(Records from a collection)
========================================
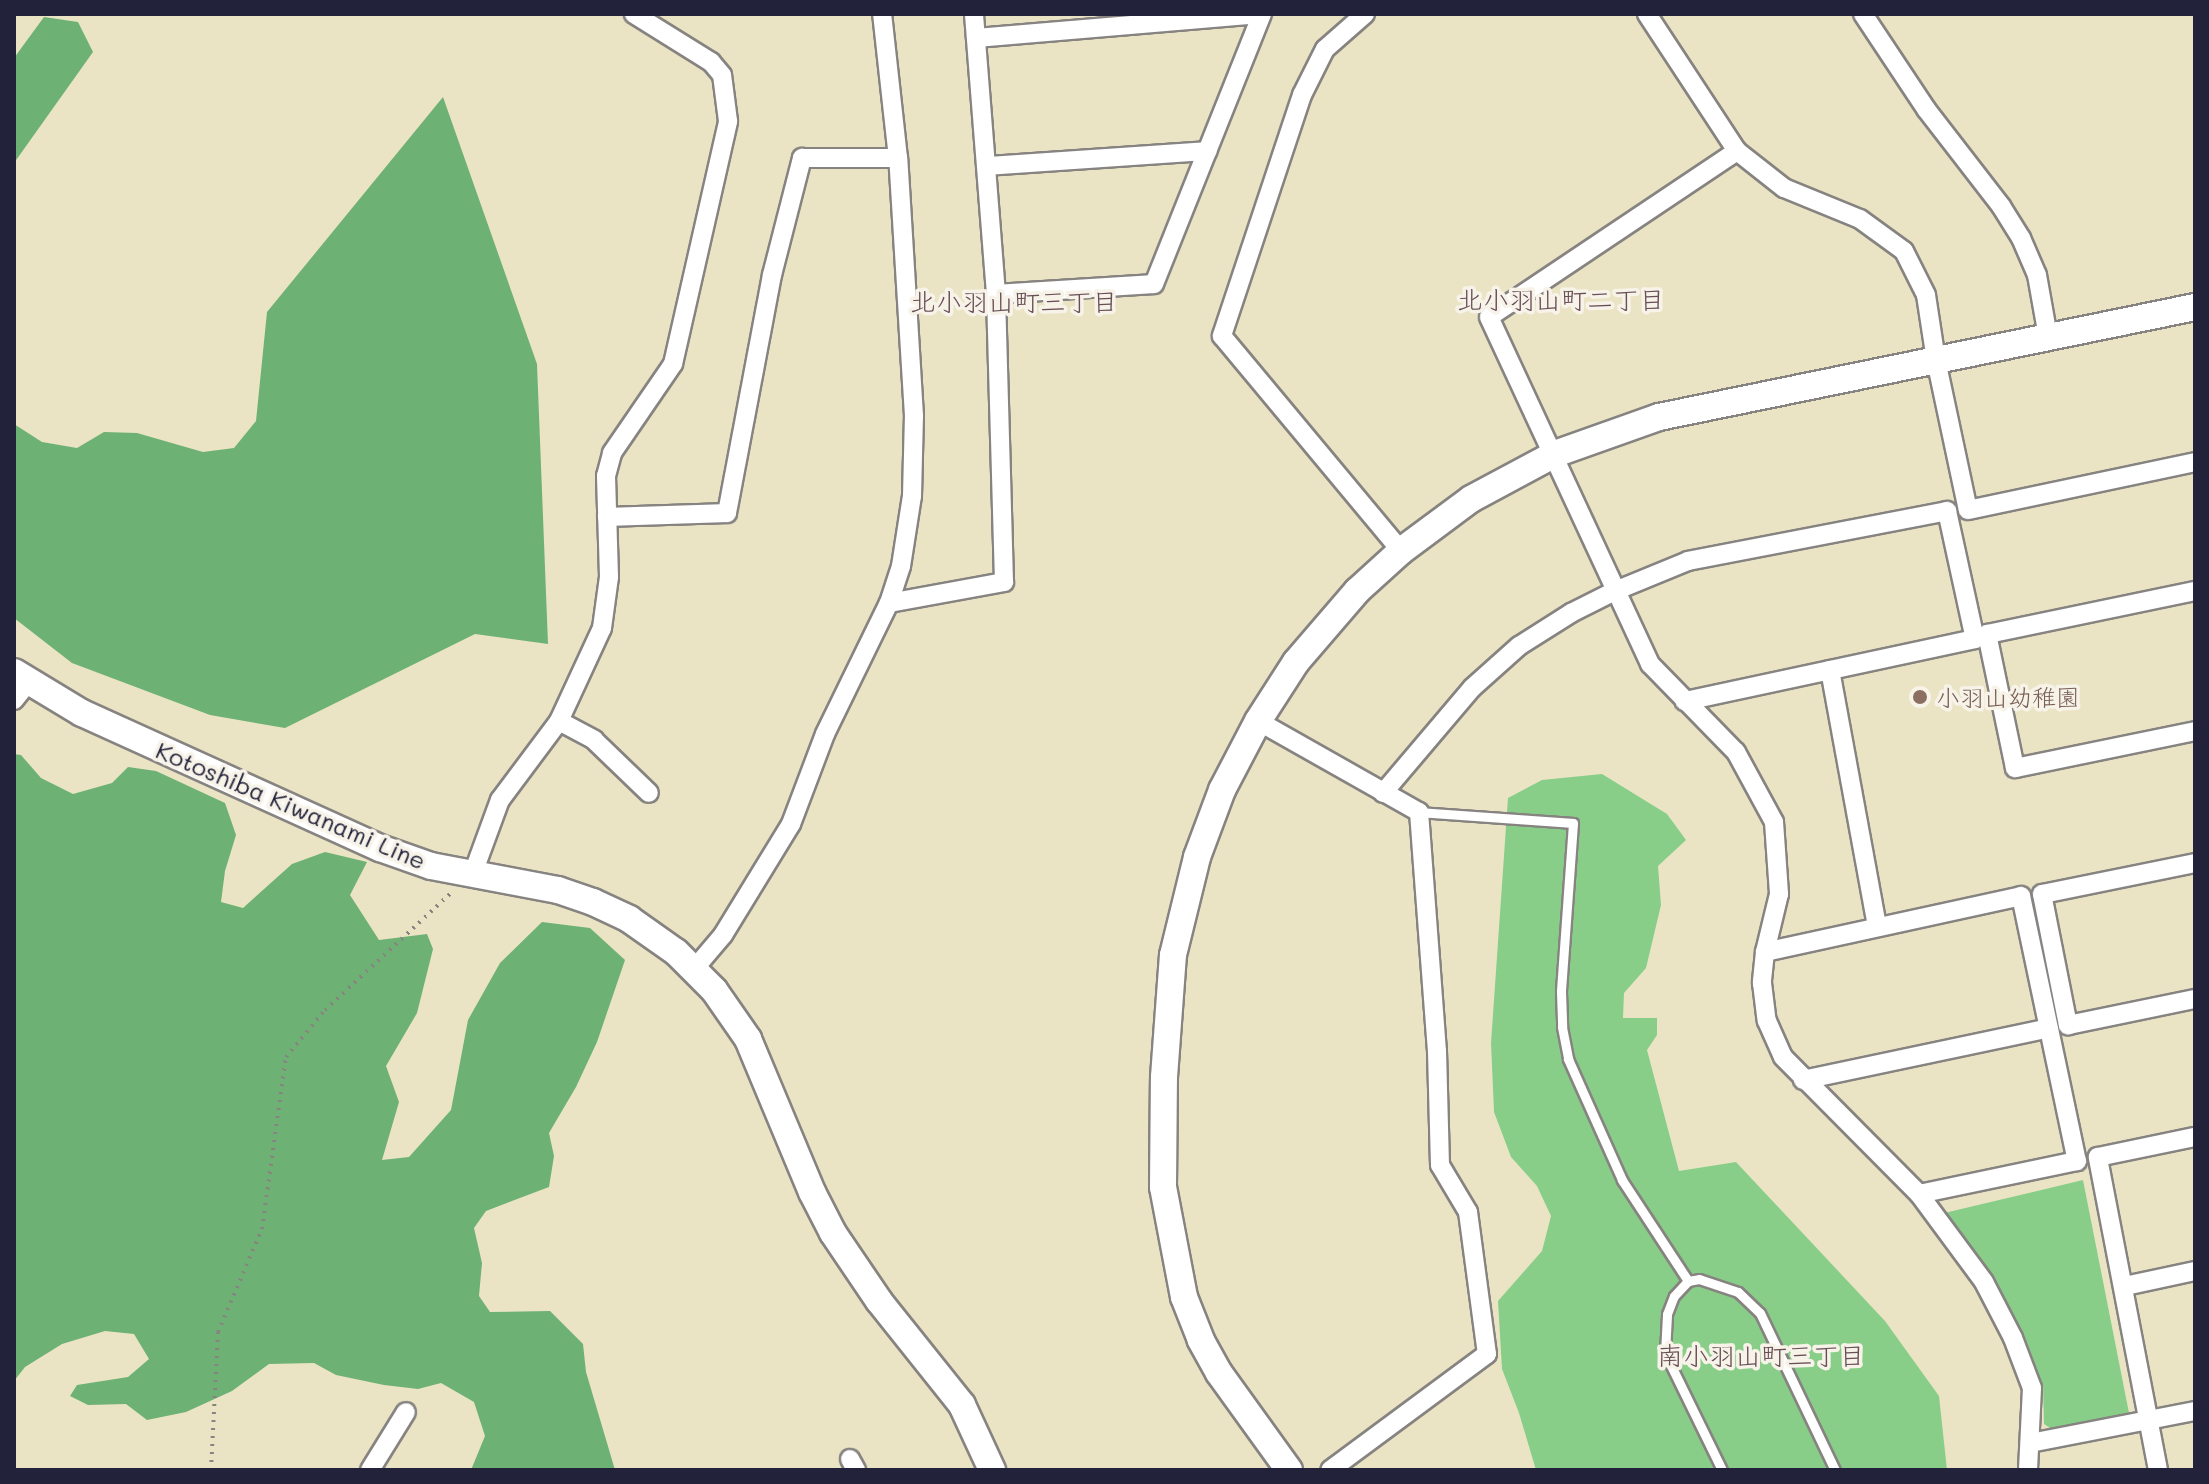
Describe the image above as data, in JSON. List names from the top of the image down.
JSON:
{
  "streets": {
    "street": ["Kotoshiba Kiwanami Line"]
  },
  "districts": ["北小羽山町二丁目", "北小羽山町三丁目", "南小羽山町三丁目"],
  "places": ["小羽山幼稚園"]
}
========================================
TASK OBJECTIVE: This task calls for the records to be copied exactly, without pictures.

ANSWER:
Describe the image above as data, in JSON. List names from the top of the image down.
JSON:
{
  "streets": {
    "street": ["Kotoshiba Kiwanami Line"]
  },
  "districts": ["北小羽山町二丁目", "北小羽山町三丁目", "南小羽山町三丁目"],
  "places": ["小羽山幼稚園"]
}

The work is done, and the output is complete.